* [Exercise aim]: Take the records below from their first line to the line with "inset:0; background:#c3f1d5; transform-origin:0", and restate those lines word for word.

(Data items)
'''

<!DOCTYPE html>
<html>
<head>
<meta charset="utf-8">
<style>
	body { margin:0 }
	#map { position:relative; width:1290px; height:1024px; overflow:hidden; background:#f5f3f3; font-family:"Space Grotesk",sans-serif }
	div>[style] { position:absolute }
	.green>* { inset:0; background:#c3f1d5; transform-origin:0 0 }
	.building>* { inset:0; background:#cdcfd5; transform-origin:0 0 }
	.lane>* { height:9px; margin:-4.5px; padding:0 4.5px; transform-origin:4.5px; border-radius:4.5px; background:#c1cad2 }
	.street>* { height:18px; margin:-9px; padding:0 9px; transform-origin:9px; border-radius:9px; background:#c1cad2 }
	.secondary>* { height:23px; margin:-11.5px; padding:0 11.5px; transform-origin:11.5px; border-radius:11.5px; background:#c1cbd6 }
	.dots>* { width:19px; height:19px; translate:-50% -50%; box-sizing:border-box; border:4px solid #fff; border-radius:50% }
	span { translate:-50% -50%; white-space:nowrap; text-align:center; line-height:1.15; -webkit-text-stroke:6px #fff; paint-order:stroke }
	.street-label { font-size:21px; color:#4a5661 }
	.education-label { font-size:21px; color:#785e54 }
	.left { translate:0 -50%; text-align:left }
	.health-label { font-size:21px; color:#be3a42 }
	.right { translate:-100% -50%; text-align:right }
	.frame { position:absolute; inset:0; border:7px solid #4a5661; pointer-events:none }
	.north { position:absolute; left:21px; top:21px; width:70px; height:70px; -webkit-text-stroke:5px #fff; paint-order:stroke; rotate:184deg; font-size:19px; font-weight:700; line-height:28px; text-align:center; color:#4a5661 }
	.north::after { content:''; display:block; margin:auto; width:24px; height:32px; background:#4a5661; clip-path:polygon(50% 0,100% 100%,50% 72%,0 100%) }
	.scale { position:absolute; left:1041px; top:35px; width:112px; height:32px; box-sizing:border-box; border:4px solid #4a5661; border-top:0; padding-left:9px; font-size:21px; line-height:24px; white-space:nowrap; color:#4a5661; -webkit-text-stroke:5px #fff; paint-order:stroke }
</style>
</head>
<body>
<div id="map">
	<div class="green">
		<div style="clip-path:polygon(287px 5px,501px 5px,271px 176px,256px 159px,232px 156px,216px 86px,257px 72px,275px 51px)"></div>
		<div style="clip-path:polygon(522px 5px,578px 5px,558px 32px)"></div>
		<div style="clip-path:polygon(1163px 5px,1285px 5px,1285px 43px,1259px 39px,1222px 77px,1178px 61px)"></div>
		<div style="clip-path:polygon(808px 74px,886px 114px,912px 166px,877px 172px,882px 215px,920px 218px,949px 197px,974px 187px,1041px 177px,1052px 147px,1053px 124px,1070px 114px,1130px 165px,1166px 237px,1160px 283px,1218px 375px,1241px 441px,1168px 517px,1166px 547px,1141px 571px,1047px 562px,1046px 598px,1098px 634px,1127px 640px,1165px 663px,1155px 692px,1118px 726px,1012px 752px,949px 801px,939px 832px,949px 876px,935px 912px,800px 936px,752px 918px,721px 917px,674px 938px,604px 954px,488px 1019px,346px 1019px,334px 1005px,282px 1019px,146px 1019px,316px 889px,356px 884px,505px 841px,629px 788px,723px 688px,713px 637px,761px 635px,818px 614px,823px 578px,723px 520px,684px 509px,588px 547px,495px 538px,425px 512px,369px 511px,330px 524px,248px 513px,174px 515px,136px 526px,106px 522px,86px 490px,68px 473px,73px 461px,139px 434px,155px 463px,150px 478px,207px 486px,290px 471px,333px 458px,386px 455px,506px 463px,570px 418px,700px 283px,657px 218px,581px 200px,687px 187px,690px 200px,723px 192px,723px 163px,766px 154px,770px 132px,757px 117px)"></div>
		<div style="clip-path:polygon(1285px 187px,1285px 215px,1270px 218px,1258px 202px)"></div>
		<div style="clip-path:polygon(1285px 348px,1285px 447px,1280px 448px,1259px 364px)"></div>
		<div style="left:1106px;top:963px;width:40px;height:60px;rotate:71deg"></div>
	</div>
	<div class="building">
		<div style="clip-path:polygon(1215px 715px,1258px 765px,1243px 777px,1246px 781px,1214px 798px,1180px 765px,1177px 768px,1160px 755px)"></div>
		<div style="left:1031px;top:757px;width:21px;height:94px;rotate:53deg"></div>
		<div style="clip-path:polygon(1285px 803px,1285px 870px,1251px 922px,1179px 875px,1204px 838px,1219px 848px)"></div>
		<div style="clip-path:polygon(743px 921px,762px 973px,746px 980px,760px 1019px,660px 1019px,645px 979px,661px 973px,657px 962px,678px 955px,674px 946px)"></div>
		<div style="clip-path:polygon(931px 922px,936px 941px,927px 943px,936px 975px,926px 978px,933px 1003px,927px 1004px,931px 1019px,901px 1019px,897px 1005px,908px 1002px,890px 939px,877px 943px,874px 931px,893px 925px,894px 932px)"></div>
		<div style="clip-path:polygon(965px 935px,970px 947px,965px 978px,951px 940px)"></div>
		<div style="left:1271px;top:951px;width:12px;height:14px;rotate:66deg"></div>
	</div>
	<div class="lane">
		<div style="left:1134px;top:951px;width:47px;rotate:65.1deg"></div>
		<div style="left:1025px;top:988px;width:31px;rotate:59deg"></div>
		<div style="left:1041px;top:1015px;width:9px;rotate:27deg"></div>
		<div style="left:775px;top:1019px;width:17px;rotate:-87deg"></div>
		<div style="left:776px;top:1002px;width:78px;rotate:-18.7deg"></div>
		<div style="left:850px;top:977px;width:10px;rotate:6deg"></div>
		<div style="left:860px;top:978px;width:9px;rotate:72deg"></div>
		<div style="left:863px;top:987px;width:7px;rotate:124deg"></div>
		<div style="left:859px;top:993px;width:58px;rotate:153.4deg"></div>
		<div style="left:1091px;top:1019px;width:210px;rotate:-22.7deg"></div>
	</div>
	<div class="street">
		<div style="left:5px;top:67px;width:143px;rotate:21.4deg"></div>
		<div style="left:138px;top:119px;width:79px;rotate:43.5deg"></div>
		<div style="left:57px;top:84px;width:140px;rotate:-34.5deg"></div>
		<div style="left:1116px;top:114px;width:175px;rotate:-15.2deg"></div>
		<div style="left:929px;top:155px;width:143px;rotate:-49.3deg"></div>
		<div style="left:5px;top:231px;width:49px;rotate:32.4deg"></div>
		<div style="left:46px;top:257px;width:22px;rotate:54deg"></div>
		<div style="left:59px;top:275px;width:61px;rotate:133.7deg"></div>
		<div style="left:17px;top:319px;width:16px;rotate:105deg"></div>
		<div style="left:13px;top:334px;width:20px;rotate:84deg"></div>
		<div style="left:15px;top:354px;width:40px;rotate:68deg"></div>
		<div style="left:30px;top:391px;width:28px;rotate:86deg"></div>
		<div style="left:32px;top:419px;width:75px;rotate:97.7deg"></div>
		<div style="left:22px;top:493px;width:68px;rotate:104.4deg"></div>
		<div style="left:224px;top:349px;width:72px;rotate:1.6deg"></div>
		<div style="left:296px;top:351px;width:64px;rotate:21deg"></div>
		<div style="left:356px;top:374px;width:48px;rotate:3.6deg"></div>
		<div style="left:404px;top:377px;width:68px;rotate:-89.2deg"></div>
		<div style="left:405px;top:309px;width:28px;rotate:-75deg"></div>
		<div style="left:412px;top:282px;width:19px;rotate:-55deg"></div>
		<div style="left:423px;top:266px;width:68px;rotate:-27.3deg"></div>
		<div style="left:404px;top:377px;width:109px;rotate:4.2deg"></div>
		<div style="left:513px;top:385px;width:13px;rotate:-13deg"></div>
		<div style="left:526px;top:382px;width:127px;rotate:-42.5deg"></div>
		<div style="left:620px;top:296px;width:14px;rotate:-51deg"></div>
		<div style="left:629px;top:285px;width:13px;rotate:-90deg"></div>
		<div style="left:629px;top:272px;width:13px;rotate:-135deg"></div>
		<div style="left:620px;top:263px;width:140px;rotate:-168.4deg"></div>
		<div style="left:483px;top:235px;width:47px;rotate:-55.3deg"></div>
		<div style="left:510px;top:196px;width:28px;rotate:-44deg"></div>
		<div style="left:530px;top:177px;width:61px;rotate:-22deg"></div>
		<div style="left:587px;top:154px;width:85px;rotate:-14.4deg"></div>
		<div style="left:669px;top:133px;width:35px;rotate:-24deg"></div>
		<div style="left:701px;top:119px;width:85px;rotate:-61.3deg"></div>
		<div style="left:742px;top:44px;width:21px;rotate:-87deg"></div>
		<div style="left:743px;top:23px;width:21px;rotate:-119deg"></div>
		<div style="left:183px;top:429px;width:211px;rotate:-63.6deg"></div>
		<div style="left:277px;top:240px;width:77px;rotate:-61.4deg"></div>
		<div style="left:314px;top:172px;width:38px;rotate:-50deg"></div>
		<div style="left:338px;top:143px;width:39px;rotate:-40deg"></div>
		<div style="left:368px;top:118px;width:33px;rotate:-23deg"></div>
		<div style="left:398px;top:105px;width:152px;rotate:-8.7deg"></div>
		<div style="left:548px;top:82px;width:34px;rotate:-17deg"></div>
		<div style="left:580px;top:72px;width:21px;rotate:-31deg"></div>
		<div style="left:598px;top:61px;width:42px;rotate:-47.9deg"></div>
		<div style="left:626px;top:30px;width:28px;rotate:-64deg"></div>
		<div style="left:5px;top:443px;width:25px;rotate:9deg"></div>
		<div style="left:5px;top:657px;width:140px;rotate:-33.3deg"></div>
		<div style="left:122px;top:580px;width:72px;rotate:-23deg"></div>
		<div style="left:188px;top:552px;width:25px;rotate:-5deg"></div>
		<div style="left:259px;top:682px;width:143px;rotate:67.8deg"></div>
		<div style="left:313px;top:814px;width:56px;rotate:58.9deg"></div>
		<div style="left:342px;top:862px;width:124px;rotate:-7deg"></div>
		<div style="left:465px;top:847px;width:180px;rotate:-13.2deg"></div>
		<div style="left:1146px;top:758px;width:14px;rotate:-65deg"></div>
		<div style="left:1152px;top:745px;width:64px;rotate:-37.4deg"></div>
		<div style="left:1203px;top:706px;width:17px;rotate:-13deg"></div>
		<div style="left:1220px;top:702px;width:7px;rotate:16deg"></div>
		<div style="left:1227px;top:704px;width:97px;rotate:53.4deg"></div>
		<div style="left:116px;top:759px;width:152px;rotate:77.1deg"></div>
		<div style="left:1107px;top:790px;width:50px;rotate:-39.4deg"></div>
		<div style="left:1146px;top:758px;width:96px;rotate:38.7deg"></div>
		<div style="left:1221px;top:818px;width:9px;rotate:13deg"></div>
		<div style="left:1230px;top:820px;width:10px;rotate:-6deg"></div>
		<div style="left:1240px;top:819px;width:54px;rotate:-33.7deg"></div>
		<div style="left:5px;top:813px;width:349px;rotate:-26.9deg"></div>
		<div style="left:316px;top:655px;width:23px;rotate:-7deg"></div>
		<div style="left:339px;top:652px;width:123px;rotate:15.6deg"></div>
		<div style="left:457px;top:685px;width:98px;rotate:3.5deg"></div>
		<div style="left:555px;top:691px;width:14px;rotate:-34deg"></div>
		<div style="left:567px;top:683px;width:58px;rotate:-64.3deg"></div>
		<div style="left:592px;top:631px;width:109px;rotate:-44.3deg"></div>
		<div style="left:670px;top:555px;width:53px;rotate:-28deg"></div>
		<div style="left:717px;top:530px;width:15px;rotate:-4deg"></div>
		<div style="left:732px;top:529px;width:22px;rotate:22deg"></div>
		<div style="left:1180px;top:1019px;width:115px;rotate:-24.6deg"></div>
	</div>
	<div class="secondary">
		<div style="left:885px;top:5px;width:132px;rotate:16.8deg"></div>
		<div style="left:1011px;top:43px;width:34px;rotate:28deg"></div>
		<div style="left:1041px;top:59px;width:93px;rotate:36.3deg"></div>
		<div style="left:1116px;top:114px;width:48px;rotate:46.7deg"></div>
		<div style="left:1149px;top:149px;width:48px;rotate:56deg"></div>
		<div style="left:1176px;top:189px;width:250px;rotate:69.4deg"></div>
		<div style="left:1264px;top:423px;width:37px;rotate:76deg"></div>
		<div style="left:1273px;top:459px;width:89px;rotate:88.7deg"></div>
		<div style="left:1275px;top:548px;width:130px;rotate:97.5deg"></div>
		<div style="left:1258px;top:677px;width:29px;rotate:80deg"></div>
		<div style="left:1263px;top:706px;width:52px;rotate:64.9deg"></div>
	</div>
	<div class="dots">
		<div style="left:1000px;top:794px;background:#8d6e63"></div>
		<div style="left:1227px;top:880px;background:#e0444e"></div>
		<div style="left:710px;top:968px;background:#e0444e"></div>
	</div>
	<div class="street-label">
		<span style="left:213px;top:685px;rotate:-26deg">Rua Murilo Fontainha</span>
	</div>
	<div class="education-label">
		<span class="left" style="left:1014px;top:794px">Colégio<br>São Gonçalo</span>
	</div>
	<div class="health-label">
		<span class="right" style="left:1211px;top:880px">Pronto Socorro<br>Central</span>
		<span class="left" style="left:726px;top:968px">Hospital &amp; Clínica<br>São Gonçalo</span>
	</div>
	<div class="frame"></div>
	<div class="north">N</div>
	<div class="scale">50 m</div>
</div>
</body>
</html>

'''

* [Answer]:
<!DOCTYPE html>
<html>
<head>
<meta charset="utf-8">
<style>
	body { margin:0 }
	#map { position:relative; width:1290px; height:1024px; overflow:hidden; background:#f5f3f3; font-family:"Space Grotesk",sans-serif }
	div>[style] { position:absolute }
	.green>* { inset:0; background:#c3f1d5; transform-origin:0 0 }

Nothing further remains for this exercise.